“Justices Fret Over FOIA Evasion but Struggle for Better Test”

“The U.S. Supreme Court seemed wary Monday of limiting government disclosure requirements, but unsure where to draw the line in a complex clash over Endangered Species Act records.

The case, U.S. Fish and Wildlife Service v. Sierra Club, has big implications for government transparency, in environmental contexts and beyond. It attracted even broader interest as newly confirmed Justice Amy Coney Barrett sat for oral argument for the first time.

Hearing the case remotely, Barrett and her colleagues pressed both sides to explain what legal test the high court should apply when deciding whether draft documents are subject to public disclosure under the Freedom of Information Act.
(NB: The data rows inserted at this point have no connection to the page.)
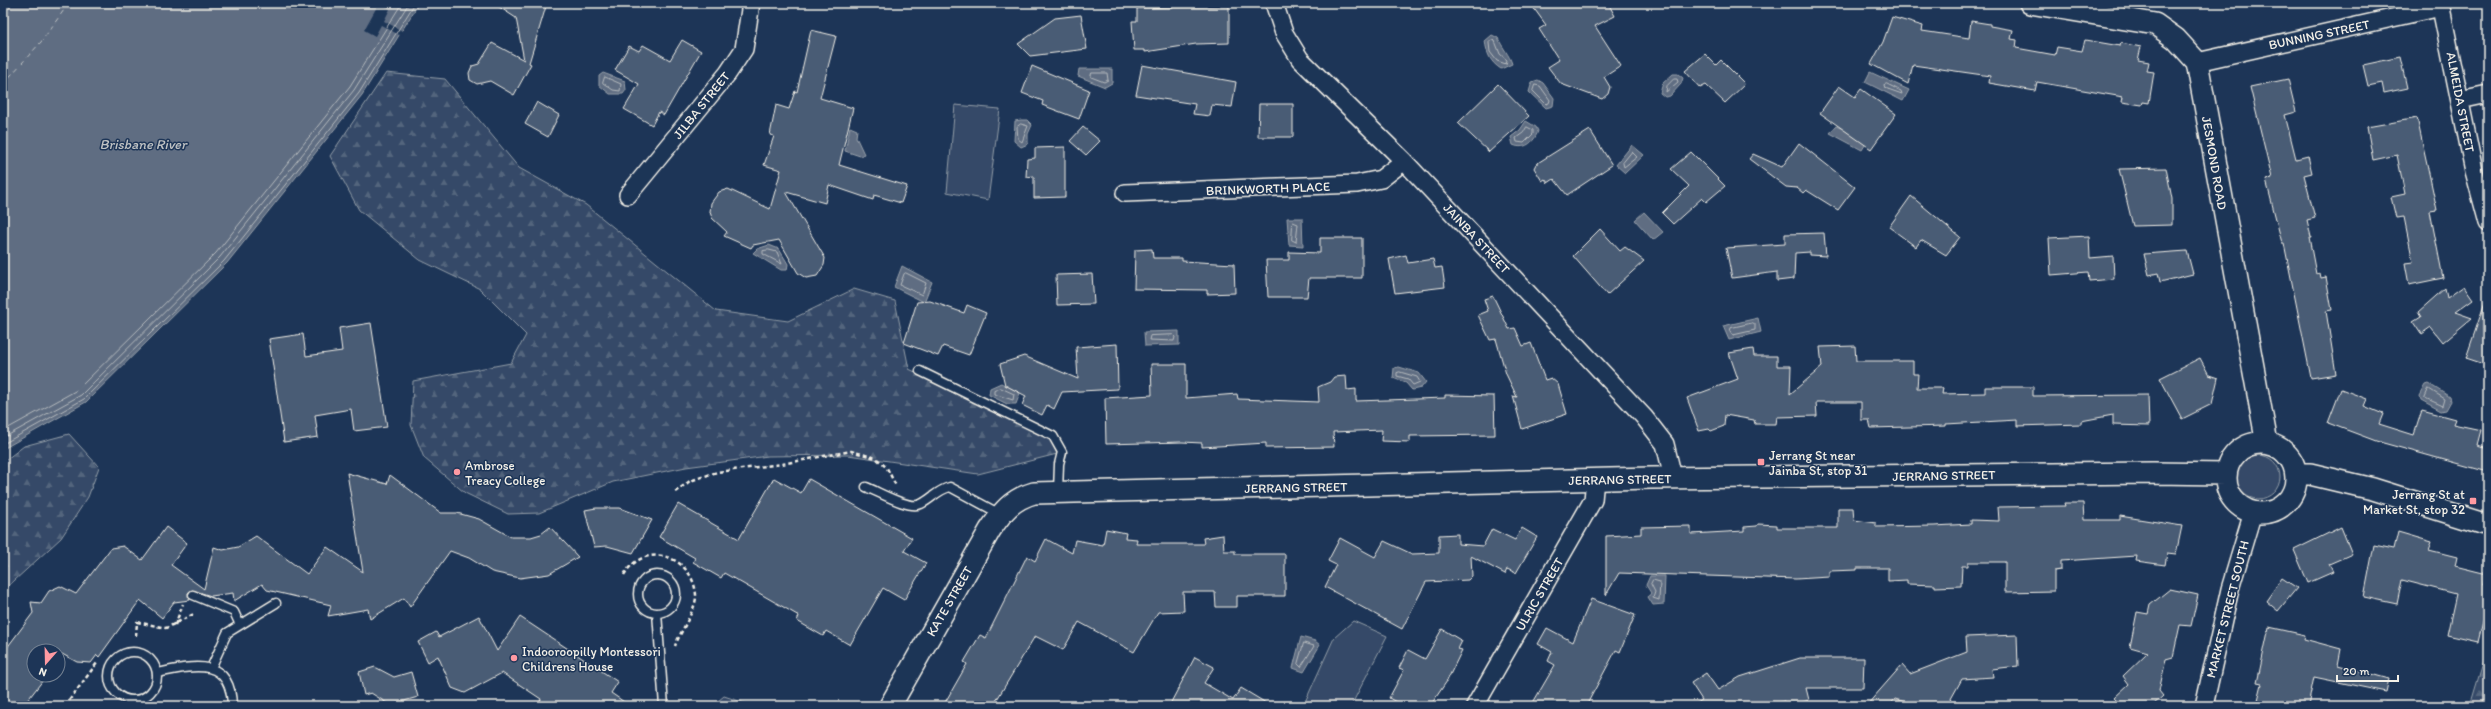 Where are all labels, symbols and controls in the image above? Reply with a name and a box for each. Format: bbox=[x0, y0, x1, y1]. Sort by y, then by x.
street label: BUNNING STREET bbox=[2267, 16, 2372, 53]
street label: ALMEIDA STREET bbox=[2443, 51, 2478, 154]
street label: JILBA STREET bbox=[670, 68, 733, 142]
street label: JESMOND ROAD bbox=[2199, 115, 2230, 211]
water label: Brisbane River bbox=[99, 136, 188, 153]
street label: BRINKWORTH PLACE bbox=[1206, 179, 1330, 198]
street label: JAINBA STREET bbox=[1440, 200, 1514, 277]
place label: Jerrang St near Jainba St, stop 31 bbox=[1769, 448, 1867, 478]
marker: Jerrang St near Jainba St, stop 31 bbox=[1756, 457, 1766, 467]
place label: Ambrose Treacy College bbox=[465, 458, 545, 488]
marker: Ambrose Treacy College bbox=[452, 467, 462, 477]
street label: JERRANG STREET bbox=[1892, 467, 1996, 484]
street label: JERRANG STREET bbox=[1568, 471, 1672, 488]
street label: JERRANG STREET bbox=[1244, 479, 1348, 496]
place label: Jerrang St at Market St, stop 32 bbox=[2363, 487, 2465, 517]
marker: Jerrang St at Market St, stop 32 bbox=[2468, 496, 2478, 506]
street label: MARKET STREET SOUTH bbox=[2203, 539, 2252, 679]
street label: ULRIC STREET bbox=[1512, 554, 1567, 634]
street label: KATE STREET bbox=[923, 563, 976, 639]
north arrow bbox=[26, 643, 66, 683]
place label: Indooroopilly Montessori Childrens House bbox=[522, 644, 661, 674]
marker: Indooroopilly Montessori Childrens House bbox=[509, 653, 519, 663]
scale bar bbox=[2337, 657, 2398, 683]
text: 20 m bbox=[2343, 664, 2370, 678]
text: N bbox=[37, 665, 48, 679] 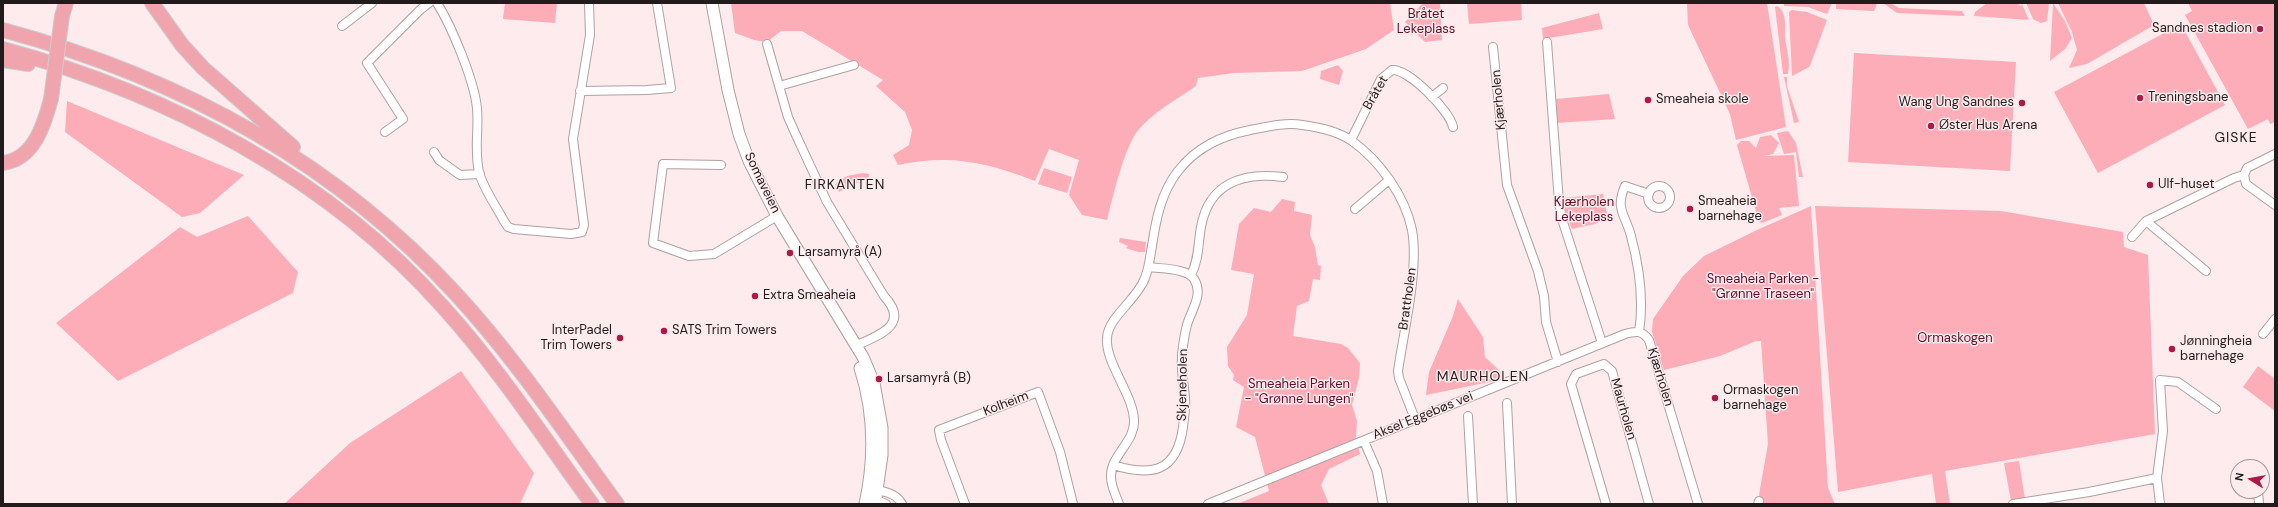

The dispute centers on federal wildlife agencies’ draft opinions that a proposed EPA regulation would harm endangered species.

“I think there’s a concern lurking in this case that executive branch officials might just stamp ‘draft’ on everything and therefore avoid FOIA,” Justice Brett Kavanaugh said.”

Ellen M. Gilmer reports for Bloomberg Environment November 2, 2020.

SEE ALSO:

“Supreme Court Weighs Public Records Law As Sierra Club Challenges FOIA Exemptions” (The Hill)

“Barrett Makes Supreme Court Debut in Environmental Documents Case” (Bloomberg Environment)

“With Justice Barrett, a Tectonic Court Shift on the Environment” (YaleE360)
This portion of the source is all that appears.